[Stored items]
+ + + +
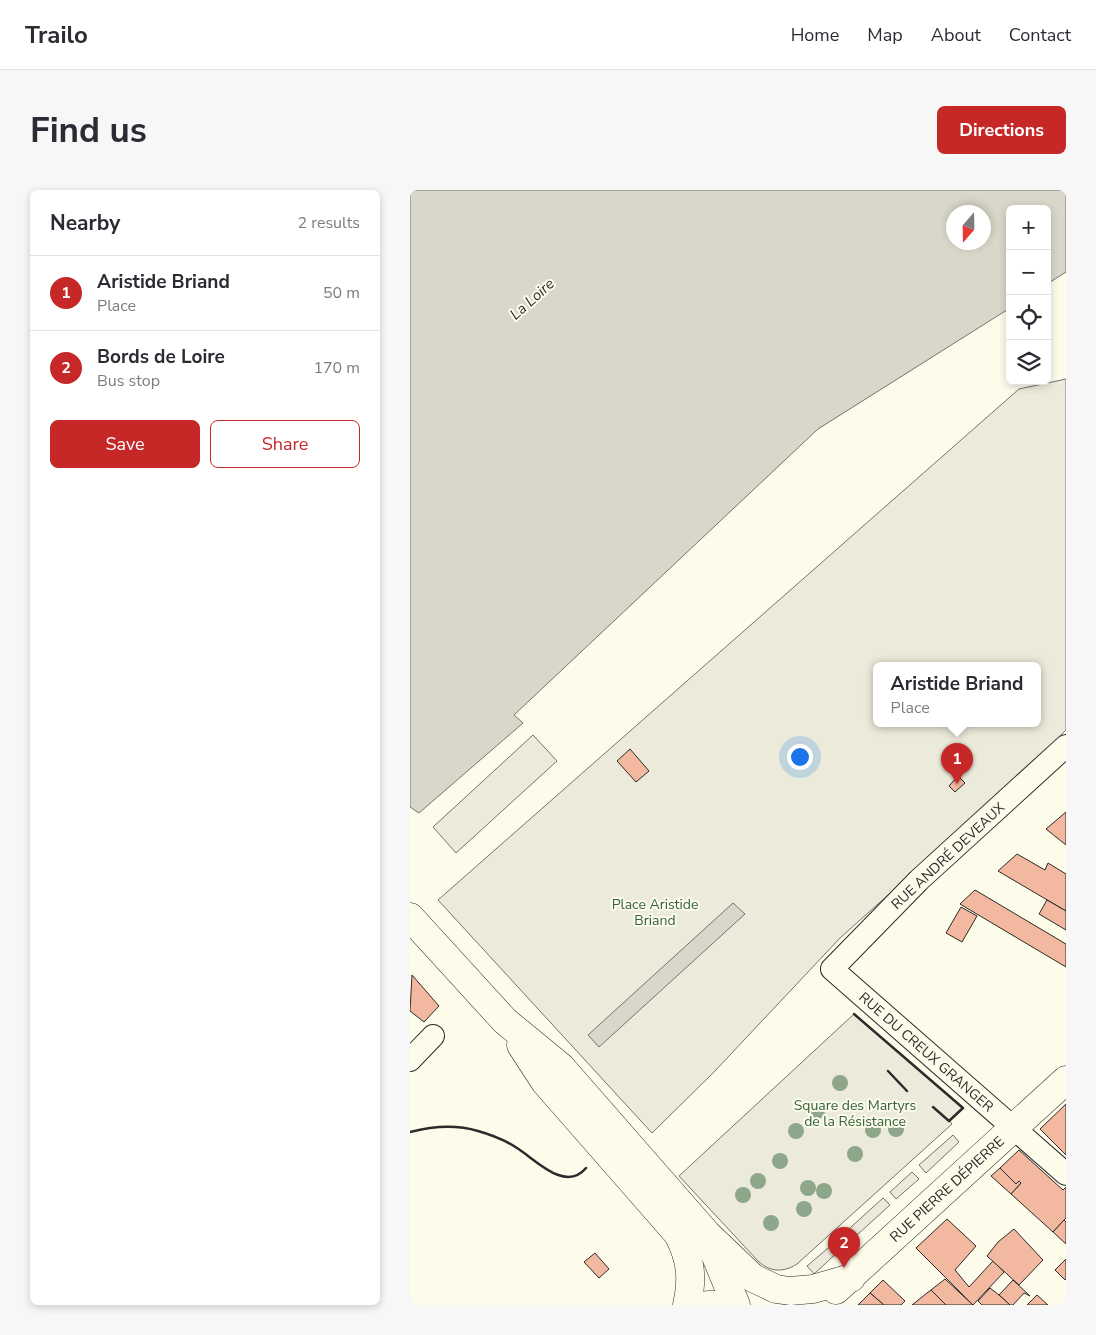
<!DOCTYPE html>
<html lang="en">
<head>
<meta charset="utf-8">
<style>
	:root { --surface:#fff; --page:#f7f7f7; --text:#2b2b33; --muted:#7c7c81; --line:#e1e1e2; --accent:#c62828 }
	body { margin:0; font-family:"Nunito Sans",sans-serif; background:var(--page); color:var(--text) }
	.controls { position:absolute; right:15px; top:15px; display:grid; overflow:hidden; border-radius:8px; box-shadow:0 2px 8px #0003 }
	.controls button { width:45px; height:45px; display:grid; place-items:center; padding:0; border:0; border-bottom:1px solid var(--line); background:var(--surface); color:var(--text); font:25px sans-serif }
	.compass { position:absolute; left:536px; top:15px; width:45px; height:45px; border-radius:50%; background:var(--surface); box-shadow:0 2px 8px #0003; rotate:200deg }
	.you { position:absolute; left:389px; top:566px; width:18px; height:18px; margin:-12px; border:4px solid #fff; border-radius:50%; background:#1a73e8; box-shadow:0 0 0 8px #1a73e833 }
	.badge { display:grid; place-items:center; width:32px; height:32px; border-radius:50%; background:var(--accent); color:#fff; font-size:16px; font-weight:700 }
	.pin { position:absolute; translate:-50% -41px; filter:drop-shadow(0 1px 2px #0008) }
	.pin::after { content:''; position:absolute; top:26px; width:18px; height:15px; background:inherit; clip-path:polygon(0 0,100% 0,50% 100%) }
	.popup { position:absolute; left:463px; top:472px; width:168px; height:65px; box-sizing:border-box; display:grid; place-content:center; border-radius:8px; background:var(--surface); filter:drop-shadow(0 1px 4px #0005); font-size:16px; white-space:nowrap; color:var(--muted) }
	.popup b { font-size:19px; color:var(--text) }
	.popup::after { content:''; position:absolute; left:50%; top:100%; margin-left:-10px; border:10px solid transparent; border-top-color:var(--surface) }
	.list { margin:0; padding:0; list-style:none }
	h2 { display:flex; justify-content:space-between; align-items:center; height:65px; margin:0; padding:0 20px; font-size:21px }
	h2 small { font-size:16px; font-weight:400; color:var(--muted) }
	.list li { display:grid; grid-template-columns:32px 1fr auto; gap:15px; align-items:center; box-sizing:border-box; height:75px; padding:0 20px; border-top:1px solid var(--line) }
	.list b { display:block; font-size:19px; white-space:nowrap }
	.list p { margin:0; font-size:16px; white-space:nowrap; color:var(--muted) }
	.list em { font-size:16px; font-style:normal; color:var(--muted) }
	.actions { display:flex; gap:10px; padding:15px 20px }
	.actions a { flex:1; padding:11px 0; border:1px solid var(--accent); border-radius:8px; text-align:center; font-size:18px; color:var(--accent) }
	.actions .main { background:var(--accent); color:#fff }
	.icon { flex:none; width:28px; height:28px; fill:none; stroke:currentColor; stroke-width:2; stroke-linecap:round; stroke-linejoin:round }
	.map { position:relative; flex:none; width:656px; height:1115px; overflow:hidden; border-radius:8px }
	header { display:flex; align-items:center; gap:30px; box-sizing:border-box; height:70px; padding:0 25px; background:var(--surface); border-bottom:1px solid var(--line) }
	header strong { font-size:24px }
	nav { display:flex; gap:28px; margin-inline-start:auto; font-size:18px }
	.intro { display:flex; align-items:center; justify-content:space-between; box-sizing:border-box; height:120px; padding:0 30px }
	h1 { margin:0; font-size:35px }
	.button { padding:12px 22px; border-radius:8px; background:var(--accent); color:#fff; font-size:18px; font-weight:700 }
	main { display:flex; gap:30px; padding:0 30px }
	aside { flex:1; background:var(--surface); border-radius:8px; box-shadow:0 2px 8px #0003 }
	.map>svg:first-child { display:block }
	.green { fill:#ecebdb; stroke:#74746e; fill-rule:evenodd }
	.water { fill:#d8d7c9; stroke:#74746e; fill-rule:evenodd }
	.building { fill:#f2b8a0; stroke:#2b2b2b }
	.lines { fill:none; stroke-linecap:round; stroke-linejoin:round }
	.minor-casing { stroke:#2b2b2b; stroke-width:24 }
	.major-casing { stroke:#2b2b2b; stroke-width:29 }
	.minor { stroke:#fdfbea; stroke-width:22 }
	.major { stroke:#fdfbea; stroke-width:28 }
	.wall { stroke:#2b2b2b; stroke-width:2.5 }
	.tree { fill:#8ea78a }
	.labels { text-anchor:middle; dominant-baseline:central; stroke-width:4; stroke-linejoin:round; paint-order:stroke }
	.street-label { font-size:14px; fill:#2b2b2b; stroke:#fdfbea }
	.park-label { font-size:14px; fill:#34623c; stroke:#fdfbea }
	.water-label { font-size:15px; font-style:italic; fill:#2b2b2b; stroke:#fdfbea }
</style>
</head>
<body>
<header>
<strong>Trailo</strong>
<nav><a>Home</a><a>Map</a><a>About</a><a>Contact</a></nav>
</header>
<div class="intro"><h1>Find us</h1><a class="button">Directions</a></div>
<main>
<aside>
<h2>Nearby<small>2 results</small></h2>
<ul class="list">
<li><span class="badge">1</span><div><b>Aristide Briand</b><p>Place</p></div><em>50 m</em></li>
<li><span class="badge">2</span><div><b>Bords de Loire</b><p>Bus stop</p></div><em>170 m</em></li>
</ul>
<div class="actions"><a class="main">Save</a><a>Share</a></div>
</aside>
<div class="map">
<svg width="656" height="1115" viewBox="0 0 656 1115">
	<rect width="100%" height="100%" fill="#fdfbea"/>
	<g class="green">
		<path d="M656,189V540L593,602L430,748L304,882L242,943L28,710L609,199ZM467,475H627V533H467Z"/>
		<polygon points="123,545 147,571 46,663 23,637"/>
		<path d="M444,824L553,918L539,930L542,934L387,1074C373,1083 360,1082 348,1071L269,986Z"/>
		<polygon points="543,945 549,952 516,983 509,975"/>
		<polygon points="502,982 509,989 486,1009 480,1002"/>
		<polygon points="473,1008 480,1015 437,1054 430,1047"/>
		<polygon points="424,1053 430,1060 404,1084 397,1076"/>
	</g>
	<g class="water">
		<path d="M0,0H656V82L637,94V19H600V118L408,239L104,525L113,533L9,623L0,617ZM544,22H574V52H544Z"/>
		<polygon points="323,713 335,724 189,857 178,845"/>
	</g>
	<g class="building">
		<polygon points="220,559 239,581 226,592 207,571"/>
		<polygon points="548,586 555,593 545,602 539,596"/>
		<polygon points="656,622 656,655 636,639"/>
		<polygon points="607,664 635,680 638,673 656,684 656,721 588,681"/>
		<polygon points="565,700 656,754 656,777 550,714"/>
		<polygon points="637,710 656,721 656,740 629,724"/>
		<polygon points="551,717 567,726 552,752 536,743"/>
		<polygon points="2,785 29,816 14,832 0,821"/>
		<polygon points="656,914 656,965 630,939"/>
		<polygon points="609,960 653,1000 656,997 656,1028 643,1042 601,1004 611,993 609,991 606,994 590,978"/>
		<polygon points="590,978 606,994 609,991 611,993 601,1004 581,986"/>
		<polygon points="537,1029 566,1056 545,1080 559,1097 583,1071 594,1082 563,1115 506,1058"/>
		<polygon points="654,1030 656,1032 656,1054 643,1042"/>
		<polygon points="604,1039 633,1070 609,1095 577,1066 588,1052"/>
		<polygon points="185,1063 199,1079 189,1088 174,1072"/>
		<polygon points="656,1069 656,1088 655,1090 645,1080"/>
		<polygon points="535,1089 563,1115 536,1115 521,1100"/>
		<polygon points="473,1090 495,1111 491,1115 474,1115 460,1103"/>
		<polygon points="603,1090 620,1106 614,1103 603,1115 600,1115 589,1105"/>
		<polygon points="580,1098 589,1105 600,1115 572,1115 568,1111"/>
		<polygon points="521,1100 536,1115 502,1115 517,1103"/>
		<polygon points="460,1103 474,1115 448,1115"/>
		<polygon points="627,1105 638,1115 617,1115"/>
	</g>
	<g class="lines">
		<defs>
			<g id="minor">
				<path id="s1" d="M656,556L509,690L422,779L656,984"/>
				<polyline points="0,870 23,846"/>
			</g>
			<g id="major">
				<polyline points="0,727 95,831 151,877 297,1044 343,1088 366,1099 380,1101 403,1099 441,1088"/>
				<path d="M111,855L135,892L268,1044C281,1069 283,1088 277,1115"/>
				<polyline points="300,1052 326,1115"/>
				<path id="s2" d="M426,1100L656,890"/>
				<polyline points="298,1115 321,1115"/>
			</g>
		</defs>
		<use href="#minor" class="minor-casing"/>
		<use href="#major" class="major-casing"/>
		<use href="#minor" class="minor"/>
		<use href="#major" class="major"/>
		<g class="wall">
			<polyline points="444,824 553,918 539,931 523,917"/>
			<polyline points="478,881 497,901"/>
			<path d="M0,942C23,936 45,934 68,941C82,945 95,950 107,958C125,969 155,1003 176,978"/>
		</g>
	</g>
	<g class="tree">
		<circle cx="430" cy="893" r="8"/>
		<circle cx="407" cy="921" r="8"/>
		<circle cx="486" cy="939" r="8"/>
		<circle cx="463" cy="940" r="8"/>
		<circle cx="386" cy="941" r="8"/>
		<circle cx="445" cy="964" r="8"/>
		<circle cx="370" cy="971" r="8"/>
		<circle cx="348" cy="991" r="8"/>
		<circle cx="398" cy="998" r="8"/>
		<circle cx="414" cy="1001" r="8"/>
		<circle cx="333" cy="1005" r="8"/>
		<circle cx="394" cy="1019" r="8"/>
		<circle cx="361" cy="1033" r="8"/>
	</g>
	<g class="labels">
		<g class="street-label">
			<text transform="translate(538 666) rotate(-43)">RUE ANDRÉ DEVEAUX</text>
			<text stroke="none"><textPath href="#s1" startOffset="449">RUE DU CREUX GRANGER</textPath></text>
			<text stroke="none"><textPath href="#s2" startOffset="150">RUE PIERRE DÉPIERRE</textPath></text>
		</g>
		<g class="park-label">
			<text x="245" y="714">Place Aristide<tspan x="245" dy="16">Briand</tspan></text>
			<text x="445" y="915">Square des Martyrs<tspan x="445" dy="16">de la Résistance</tspan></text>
		</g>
		<g class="water-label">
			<text transform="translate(122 109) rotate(-42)">La Loire</text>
		</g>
	</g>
</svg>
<div class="controls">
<button>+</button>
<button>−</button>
<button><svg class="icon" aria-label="locate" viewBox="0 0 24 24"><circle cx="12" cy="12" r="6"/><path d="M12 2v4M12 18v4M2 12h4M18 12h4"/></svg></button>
<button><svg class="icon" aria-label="layers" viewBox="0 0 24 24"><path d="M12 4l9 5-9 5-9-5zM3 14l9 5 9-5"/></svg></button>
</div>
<svg class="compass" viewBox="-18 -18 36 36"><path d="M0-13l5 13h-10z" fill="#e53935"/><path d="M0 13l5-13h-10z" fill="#7c7c81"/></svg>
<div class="you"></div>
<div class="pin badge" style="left:547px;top:594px">1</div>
<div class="popup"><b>Aristide Briand</b>Place</div>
<div class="pin badge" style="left:434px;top:1078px">2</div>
</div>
</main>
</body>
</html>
+ + + +
- _Problem to work on_: Going line by line through the data, tally each one that includes the string "compass", and answer with the tally only.

- _Output of the exercise_: 2